Note B — Presentation and Principles of Consolidation
The condensed consolidated financial statements for the three and six month periods ended June 30, 2015 and June 30, 2014, are unaudited, and in the opinion of management, contain all adjustments necessary for a fair presentation of the condensed consolidated financial statements. Such adjustments consist solely of normal recurring items. Interim results are not necessarily indicative of results for a full year or any subsequent interim period. The condensed consolidated financial statements and notes are prepared in accordance with accounting principles generally accepted in the United States of America (“U.S. GAAP”) and presented as permitted by Form 10-Q and do not contain certain information included in the annual consolidated financial statements and accompanying notes of the Company. These interim condensed consolidated financial statements should be read in conjunction with the consolidated financial statements and accompanying notes included in the Company’s Annual Report on Form 10-K for the year ended December 31, 2014.
Seasonality
Earnings of certain of the Company’s operating segments are seasonal in nature.
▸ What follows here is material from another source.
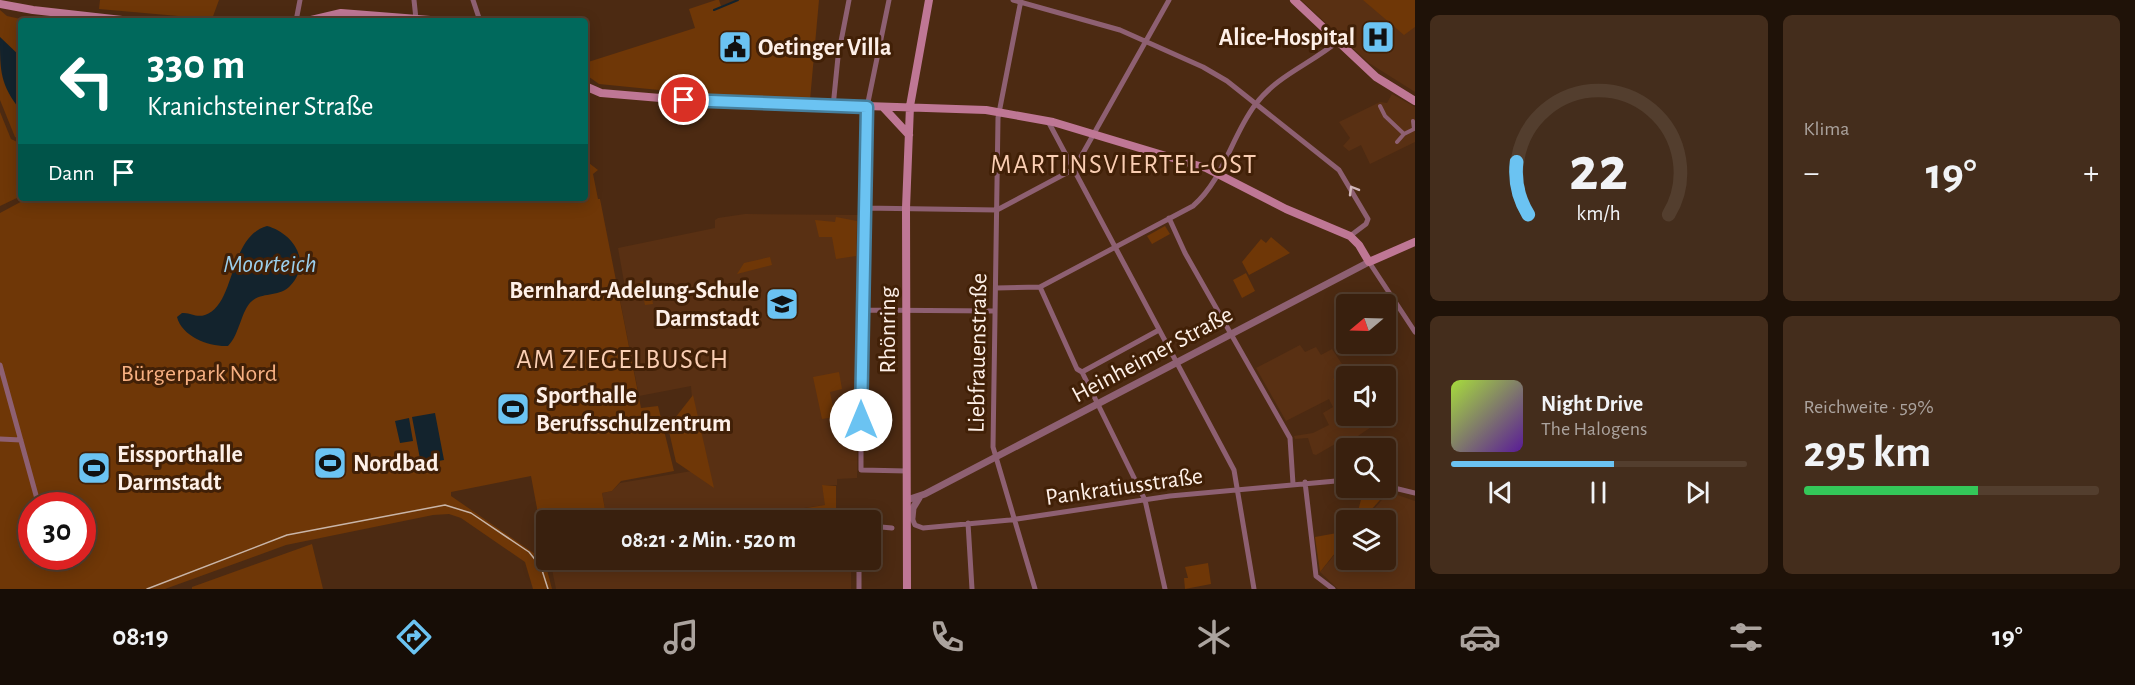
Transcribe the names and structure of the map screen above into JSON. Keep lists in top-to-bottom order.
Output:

Earnings from CamelBak are typically higher in the spring and summer months as this corresponds with warmer weather in the Northern Hemisphere and an increase in hydration related activities. Earnings from Liberty are typically lowest in the second quarter due to lower demand for safes at the onset of summer. Earnings from AFM are typically highest in the months of January through April of each year, coinciding with homeowners’ tax refunds. Earnings from Clean Earth are typically lower in the winter months due to reduced levels of construction and development activity in the Northeastern United States.
Consolidation
The condensed consolidated financial statements include the accounts of Holdings and all majority owned subsidiaries. All significant intercompany transactions and balances have been eliminated in consolidation. The results of operations of FOX are included in the Company's historical condensed consolidated results of operations through July 10, 2014, the date on which our investment in FOX fell below 50% and the FOX entity was deconsolidated.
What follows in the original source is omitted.